> [EXERCISE]
Check each line of the records below for the word "align" and copy those where it appears.
*** Opening PROVIDED RECORDS ***
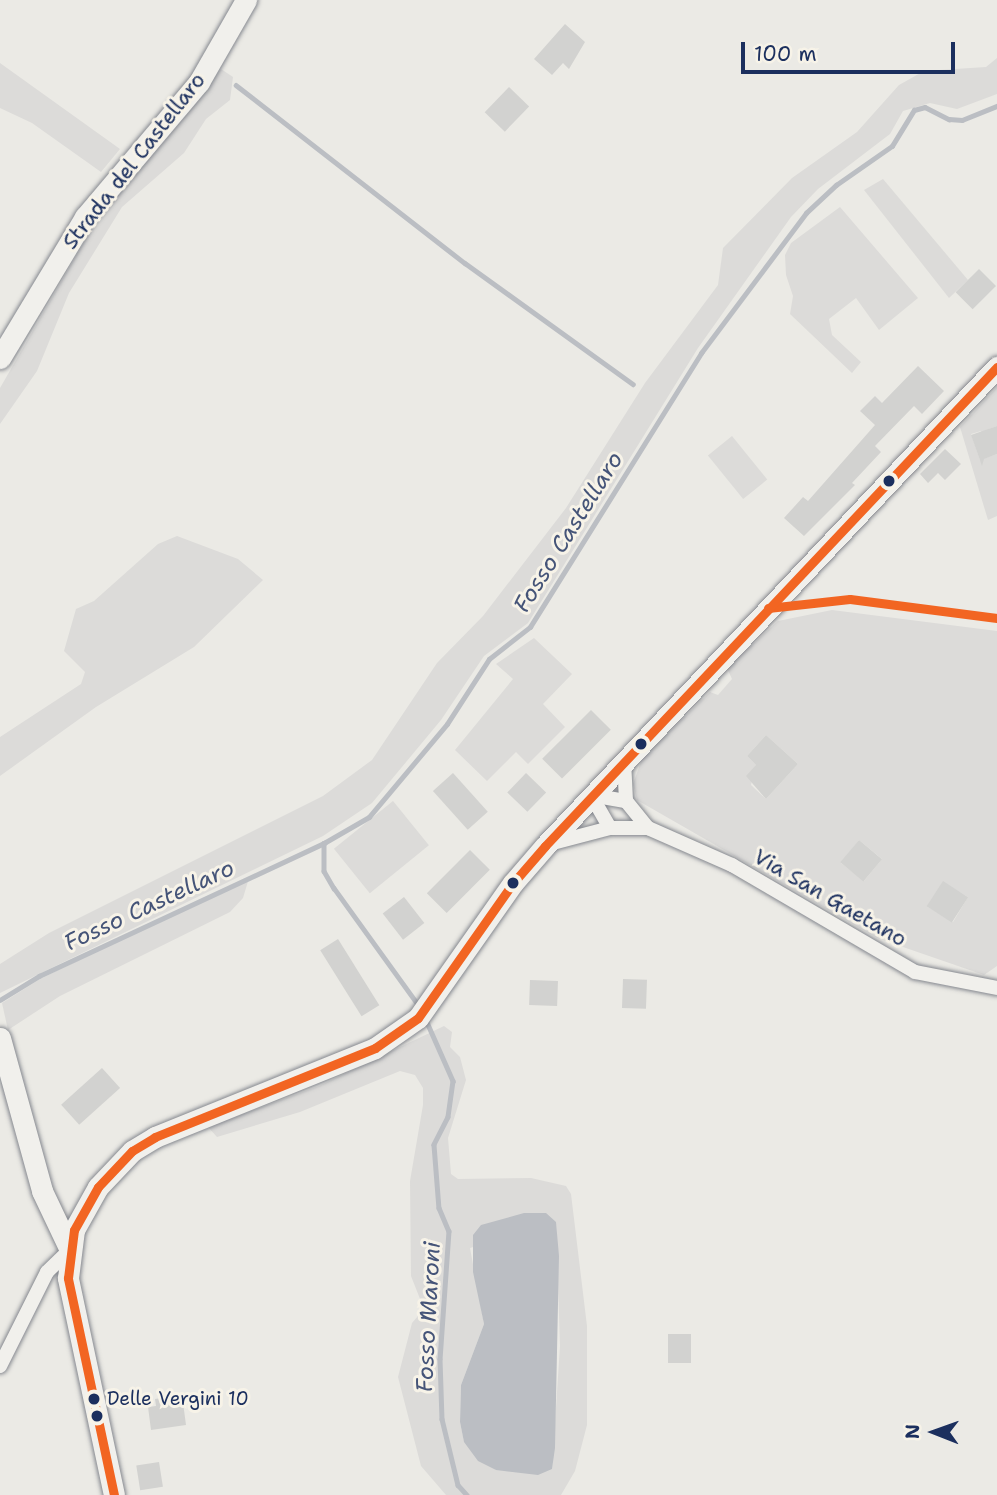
<!DOCTYPE html>
<style>
body{margin:0}
#map{position:relative;width:997px;height:1495px;overflow:hidden;background:#ebeae5;font-family:"Shantell Sans",sans-serif}
div>[style]{position:absolute}
.green>*{inset:0;background:#dcdbd9;transform-origin:0 0}
.water>*{inset:0;background:#bbbec3}
.stream>*{height:4.5px;margin:-2.25px;padding:0 2.25px;transform-origin:2.25px;border-radius:2.25px;background:#bbbec3}
.building>*{inset:0;background:#d2d2d0;transform-origin:0 0}
.roads{filter:drop-shadow(0 0 2px #85888f) drop-shadow(0 0 2px #85888f)}
.street>*{height:14px;margin:-7px;padding:0 7px;transform-origin:7px;border-radius:7px;background:#f1f0ec}
.secondary>*{height:21px;margin:-10.5px;padding:0 10.5px;transform-origin:10.5px;border-radius:10.5px;background:#f1f0ec}
.bus-1>*{height:9px;margin:-4.5px;padding:0 4.5px;transform-origin:4.5px;border-radius:4.5px;background:#f26522}
.dots>*{width:19px;height:19px;translate:-50% -50%;box-sizing:border-box;border:4px solid #f7f3e8;border-radius:50%}
span{translate:-50% -50%;white-space:nowrap;text-align:center;line-height:1.15;-webkit-text-stroke:6px #f7f3e8;paint-order:stroke}
.bus-label{font-size:19px;color:#1b2f5e}
.left{translate:0 -50%;text-align:left}
.street-label{font-size:21px;color:#1b2f5e}
.water-label{font-size:23px;color:#455478;font-style:italic}
.north{position:absolute;left:899px;top:1397px;width:70px;height:70px;-webkit-text-stroke:5px #f7f3e8;paint-order:stroke;rotate:271deg;font-size:19px;font-weight:700;line-height:28px;text-align:center;color:#1b2f5e}
.north::after{content:'';display:block;margin:auto;width:24px;height:32px;background:#1b2f5e;clip-path:polygon(50% 0,100% 100%,50% 72%,0 100%)}
.scale{position:absolute;left:741px;top:42px;width:214px;height:32px;box-sizing:border-box;border:4px solid #1b2f5e;border-top:0;padding-left:9px;font-size:21px;line-height:24px;white-space:nowrap;color:#1b2f5e;-webkit-text-stroke:5px #f7f3e8;paint-order:stroke}
</style>
<div id="map">
<div class="green">
<div style="clip-path:polygon(997px 58px,997px 94px,957px 109px,930px 103px,903px 111px,890px 134px,818px 189px,791px 217px,698px 348px,528px 623px,484px 656px,441px 720px,372px 803px,323px 836px,0 993px,0 964px,49px 933px,323px 796px,372px 760px,437px 663px,483px 616px,566px 508px,645px 383px,718px 285px,723px 248px,792px 178px,857px 132px,899px 85px,924px 71px,986px 67px)"></div>
<div style="clip-path:polygon(0 63px,120px 149px,101px 172px,32px 123px,0 108px)"></div>
<div style="clip-path:polygon(221px 69px,233px 77px,230px 100px,206px 119px,184px 153px,122px 207px,69px 293px,37px 371px,0 424px,0 388px,95px 223px)"></div>
<div style="clip-path:polygon(883px 179px,968px 280px,949px 298px,864px 190px)"></div>
<div style="clip-path:polygon(840px 207px,918px 298px,879px 330px,856px 298px,829px 319px,832px 335px,861px 362px,852px 373px,790px 314px,793px 296px,786px 275px,785px 255px,791px 243px)"></div>
<div style="clip-path:polygon(997px 387px,997px 426px,989px 429px,987px 448px,981px 431px,971px 434px,980px 460px,997px 454px,997px 516px,988px 520px,960px 427px)"></div>
<div style="left:732px;top:436px;width:56px;height:31px;rotate:51deg"></div>
<div style="clip-path:polygon(177px 536px,238px 559px,263px 580px,194px 647px,96px 707px,0 776px,0 737px,81px 684px,85px 672px,64px 651px,76px 609px,94px 601px,158px 544px)"></div>
<div style="clip-path:polygon(evenodd,832px 610px,997px 631px,997px 966px,984px 975px,877px 938px,637px 800px,633px 784px,642px 759px,710px 692px,718px 695px,732px 679px,727px 668px,778px 621px,832px 610px,766px 735px,798px 764px,766px 799px,751px 785px,756px 765px,747px 756px,766px 735px,832px 610px,859px 840px,882px 859px,864px 881px,841px 863px,859px 840px,832px 610px,943px 882px,968px 897px,953px 922px,928px 907px,943px 882px)"></div>
<div style="clip-path:polygon(534px 638px,572px 674px,543px 704px,565px 727px,528px 764px,516px 752px,487px 781px,455px 750px,513px 679px,496px 664px)"></div>
<div style="left:393px;top:801px;width:57px;height:76px;rotate:51deg"></div>
<div style="clip-path:polygon(249px 878px,243px 898px,230px 912px,60px 996px,8px 1030px,2px 1003px,40px 979px)"></div>
<div style="clip-path:polygon(evenodd,444px 1026px,452px 1032px,450px 1047px,460px 1057px,466px 1080px,448px 1138px,451px 1174px,458px 1179px,531px 1178px,566px 1186px,571px 1194px,587px 1326px,587px 1425px,575px 1471px,561px 1495px,446px 1495px,421px 1466px,398px 1377px,412px 1323px,424px 1309px,411px 1276px,410px 1181px,423px 1105px,423px 1088px,415px 1075px,400px 1071px,300px 1112px,217px 1137px,208px 1127px,319px 1086px,444px 1026px,556px 1223px,560px 1346px,552px 1469px,496px 1470px,464px 1441px,460px 1422px,461px 1385px,484px 1324px,470px 1248px,556px 1223px)"></div>
</div>
<div class="water">
<div style="clip-path:polygon(524px 1213px,546px 1213px,556px 1222px,559px 1256px,555px 1448px,552px 1469px,538px 1475px,496px 1470px,478px 1461px,464px 1442px,460px 1422px,461px 1385px,484px 1324px,473px 1272px,473px 1235px,481px 1225px)"></div>
</div>
<div class="stream">
<div style="left:236px;top:85px;width:290px;rotate:37.9deg"></div>
<div style="left:465px;top:263px;width:207px;rotate:35.8deg"></div>
<div style="left:324px;top:843px;width:28px;rotate:90deg"></div>
<div style="left:324px;top:871px;width:20px;rotate:60deg"></div>
<div style="left:334px;top:888px;width:145px;rotate:54.2deg"></div>
<div style="left:0;top:1000px;width:46px;rotate:-31.6deg"></div>
<div style="left:39px;top:976px;width:315px;rotate:-25deg"></div>
<div style="left:324px;top:843px;width:52px;rotate:-30deg"></div>
<div style="left:369px;top:817px;width:121px;rotate:-50deg"></div>
<div style="left:447px;top:724px;width:77px;rotate:-57.1deg"></div>
<div style="left:489px;top:659px;width:52px;rotate:-38deg"></div>
<div style="left:530px;top:627px;width:323px;rotate:-58deg"></div>
<div style="left:701px;top:353px;width:175px;rotate:-53.1deg"></div>
<div style="left:806px;top:213px;width:41px;rotate:-43deg"></div>
<div style="left:836px;top:185px;width:68px;rotate:-34.9deg"></div>
<div style="left:892px;top:146px;width:42px;rotate:-58.6deg"></div>
<div style="left:914px;top:110px;width:11px;rotate:-15deg"></div>
<div style="left:925px;top:107px;width:27px;rotate:27deg"></div>
<div style="left:949px;top:119px;width:13px;rotate:4deg"></div>
<div style="left:962px;top:120px;width:38px;rotate:-22deg"></div>
<div style="left:426px;top:1020px;width:67px;rotate:66.1deg"></div>
<div style="left:453px;top:1081px;width:36px;rotate:98deg"></div>
<div style="left:448px;top:1117px;width:31px;rotate:117deg"></div>
<div style="left:434px;top:1145px;width:63px;rotate:85.5deg"></div>
<div style="left:439px;top:1208px;width:25px;rotate:67deg"></div>
<div style="left:449px;top:1231px;width:128px;rotate:94deg"></div>
<div style="left:440px;top:1359px;width:60px;rotate:88.1deg"></div>
<div style="left:442px;top:1419px;width:68px;rotate:76.4deg"></div>
<div style="left:458px;top:1485px;width:13px;rotate:48deg"></div>
</div>
<div class="building">
<div style="clip-path:polygon(565px 24px,585px 42px,569px 69px,563px 63px,552px 75px,534px 59px)"></div>
<div style="left:509px;top:87px;width:28px;height:35px;rotate:44deg"></div>
<div style="left:979px;top:269px;width:24px;height:33px;rotate:45deg"></div>
<div style="clip-path:polygon(918px 366px,944px 391px,922px 414px,914px 406px,875px 446px,881px 452px,852px 483px,855px 485px,804px 536px,784px 518px,803px 497px,808px 501px,875px 425px,860px 411px,875px 396px,882px 403px)"></div>
<div style="clip-path:polygon(997px 426px,997px 454px,984px 459px,982px 466px,971px 435px)"></div>
<div style="clip-path:polygon(945px 449px,961px 464px,945px 480px,938px 473px,928px 483px,920px 474px)"></div>
<div style="left:591px;top:710px;width:28px;height:69px;rotate:45deg"></div>
<div style="clip-path:polygon(766px 735px,798px 764px,766px 799px,746px 776px,756px 765px,747px 756px)"></div>
<div style="left:453px;top:773px;width:52px;height:27px;rotate:48deg"></div>
<div style="left:526px;top:773px;width:28px;height:27px;rotate:44deg"></div>
<div style="left:859px;top:840px;width:30px;height:29px;rotate:40deg"></div>
<div style="left:470px;top:850px;width:28px;height:61px;rotate:45deg"></div>
<div style="left:943px;top:881px;width:30px;height:30px;rotate:33deg"></div>
<div style="left:404px;top:897px;width:33px;height:27px;rotate:52deg"></div>
<div style="left:338px;top:939px;width:78px;height:21px;rotate:58deg"></div>
<div style="left:623px;top:979px;width:24px;height:29px;rotate:2deg"></div>
<div style="left:530px;top:980px;width:28px;height:25px;rotate:2deg"></div>
<div style="left:102px;top:1068px;width:27px;height:55px;rotate:48deg"></div>
<div style="left:668px;top:1334px;width:23px;height:29px"></div>
<div style="clip-path:polygon(182px 1395px,186px 1425px,151px 1430px,148px 1407px,156px 1406px,155px 1399px)"></div>
<div style="left:159px;top:1462px;width:25px;height:23px;rotate:81deg"></div>
</div>
<div class="roads">
<div class="street">
<div style="left:624px;top:760px;width:41px;rotate:87.2deg"></div>
<div style="left:626px;top:801px;width:35px;rotate:51deg"></div>
<div style="left:610px;top:828px;width:38px;rotate:-120deg"></div>
<div style="left:591px;top:795px;width:36px;rotate:10deg"></div>
<div style="left:549px;top:844px;width:63px;rotate:-14.7deg"></div>
<div style="left:610px;top:828px;width:38px"></div>
<div style="left:648px;top:828px;width:92px;rotate:23.8deg"></div>
<div style="left:732px;top:865px;width:212px;rotate:30.3deg"></div>
<div style="left:915px;top:972px;width:84px;rotate:11deg"></div>
<div style="left:0;top:1366px;width:105px;rotate:-63.4deg"></div>
<div style="left:47px;top:1272px;width:32px;rotate:-44deg"></div>
</div>
<div class="secondary">
<div style="left:0;top:358px;width:165px;rotate:-58.9deg"></div>
<div style="left:85px;top:217px;width:177px;rotate:-49.8deg"></div>
<div style="left:199px;top:82px;width:95px;rotate:-60.2deg"></div>
<div style="left:0;top:1038px;width:159px;rotate:74.6deg"></div>
<div style="left:42px;top:1191px;width:65px;rotate:64.6deg"></div>
<div style="left:114px;top:1495px;width:222px;rotate:-102deg"></div>
<div style="left:68px;top:1278px;width:48px;rotate:-82.9deg"></div>
<div style="left:74px;top:1230px;width:49px;rotate:-60.8deg"></div>
<div style="left:98px;top:1187px;width:50px;rotate:-46.6deg"></div>
<div style="left:132px;top:1151px;width:27px;rotate:-31deg"></div>
<div style="left:155px;top:1137px;width:237px;rotate:-22deg"></div>
<div style="left:375px;top:1048px;width:52px;rotate:-34.9deg"></div>
<div style="left:418px;top:1018px;width:165px;rotate:-54.9deg"></div>
<div style="left:513px;top:883px;width:49px;rotate:-49.1deg"></div>
<div style="left:545px;top:846px;width:659px;rotate:-46.66deg"></div>
</div>
</div>
<div class="bus-1">
<div style="left:768px;top:608px;width:82px;rotate:-6.3deg"></div>
<div style="left:850px;top:599px;width:148px;rotate:7.4deg"></div>
<div style="left:114px;top:1495px;width:222px;rotate:-102deg"></div>
<div style="left:68px;top:1278px;width:48px;rotate:-82.9deg"></div>
<div style="left:74px;top:1230px;width:49px;rotate:-60.8deg"></div>
<div style="left:98px;top:1187px;width:50px;rotate:-46.6deg"></div>
<div style="left:132px;top:1151px;width:27px;rotate:-31deg"></div>
<div style="left:155px;top:1137px;width:237px;rotate:-22deg"></div>
<div style="left:375px;top:1048px;width:52px;rotate:-34.9deg"></div>
<div style="left:418px;top:1018px;width:165px;rotate:-54.9deg"></div>
<div style="left:513px;top:883px;width:49px;rotate:-49.1deg"></div>
<div style="left:545px;top:846px;width:659px;rotate:-46.66deg"></div>
</div>
<div class="dots">
<div style="left:889px;top:481px;background:#1b2f5e"></div>
<div style="left:641px;top:744px;background:#1b2f5e"></div>
<div style="left:513px;top:883px;background:#1b2f5e"></div>
<div style="left:94px;top:1399px;background:#1b2f5e"></div>
<div style="left:97px;top:1416px;background:#1b2f5e"></div>
</div>
<div class="bus-label">
<span class="left" style="left:107px;top:1399px">Delle Vergini 10</span>
</div>
<div class="street-label">
<span style="left:134px;top:161px;rotate:-52deg">Strada del Castellaro</span>
<span style="left:830px;top:898px;rotate:30deg">Via San Gaetano</span>
</div>
<div class="water-label">
<span style="left:568px;top:532px;rotate:-58deg">Fosso Castellaro</span>
<span style="left:149px;top:905px;rotate:-25deg">Fosso Castellaro</span>
<span style="left:428px;top:1317px;rotate:-87deg">Fosso Maroni</span>
</div>
<div class="north">N</div>
<div class="scale">100 m</div>
</div>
*** Closing PROVIDED RECORDS ***
> [OUTPUT OF THE TASK]
span{translate:-50% -50%;white-space:nowrap;text-align:center;line-height:1.15;-webkit-text-stroke:6px #f7f3e8;paint-order:stroke}
.left{translate:0 -50%;text-align:left}
.north{position:absolute;left:899px;top:1397px;width:70px;height:70px;-webkit-text-stroke:5px #f7f3e8;paint-order:stroke;rotate:271deg;font-size:19px;font-weight:700;line-height:28px;text-align:center;color:#1b2f5e}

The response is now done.